As for the food-writers, he trusts that all the grands maitres are there, though the omission of the late Jeremy Round is conspicuous, if understandable. In 1988, Mr Round wrote "Utopia", a poem satirising the condescension of Levy's remarks in the Observer "tea, contrary to the belief of the vulgar, is seldom drunk with food in China".
The omission of Round's work is one of the few flaws in the book. If Levy is indeed a snob, he did not become one without also becoming very good at his job. As for the chiding dandyism of his connoisseurship, this goes with the territory. We are reminded by reading his selection, most of them war-time and post-war contributions, what a personal battle the British and American food-writers had against their own dreary tables (and publishers). How they had to set themselves apart, how a distinct and fastidious appetite was part of it.
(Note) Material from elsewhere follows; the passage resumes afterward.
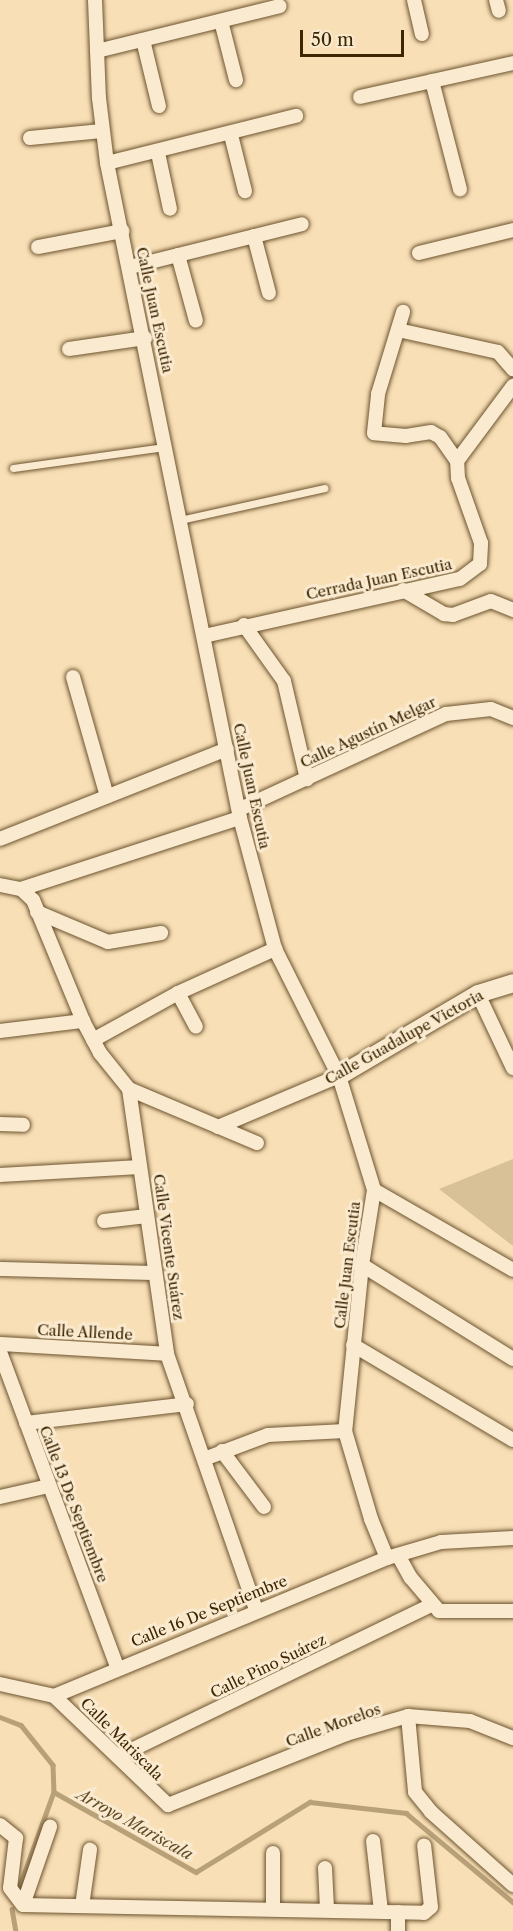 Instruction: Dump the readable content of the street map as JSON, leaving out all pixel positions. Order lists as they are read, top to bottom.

Occasionally the work is confessional, as in Barbara Kafka's urgent account of how she retreated from the terrors of an alcoholised family life into contemplating food, starting with the plate in front of her at the dinner table as her parents quarrelled. Mostly the emotion serves simply to buoy up observation, as in Elizabeth David's exquisite mixture of affection, wonder and elitism as she reminisces about her friend Norman Douglas, and rages against the cheesy illustrations of the first edition of his Venus in the Kitchen.
More importantly, Levy is jolly. The writing he selects tends less towards authority, more towards merriment, and in the case of Alan Davidson's account of recipe exchanges at Thai funerals, it can be almost madly arcane. The writing is at its best in the courtly irony of Ludwig Bemelmans and A J Liebling. Bemelmans rose from busboy through the dining rooms of the grand hotels of France and New York. His essay, "No Trouble at All", tells the story of Gabriel, maitre of the Cocofinger Hotel in New York in the late 1930s, and his sanguine handling of the birthday party of a Mrs George Washington Kelly of Coral Gables, Florida. A great lagoon had to be constructed in the dining room. It would be a crime against delight to describe what takes place when the midgets pass the cake into the genuine Venetian gondola on Mrs George Washington Kelly's big night.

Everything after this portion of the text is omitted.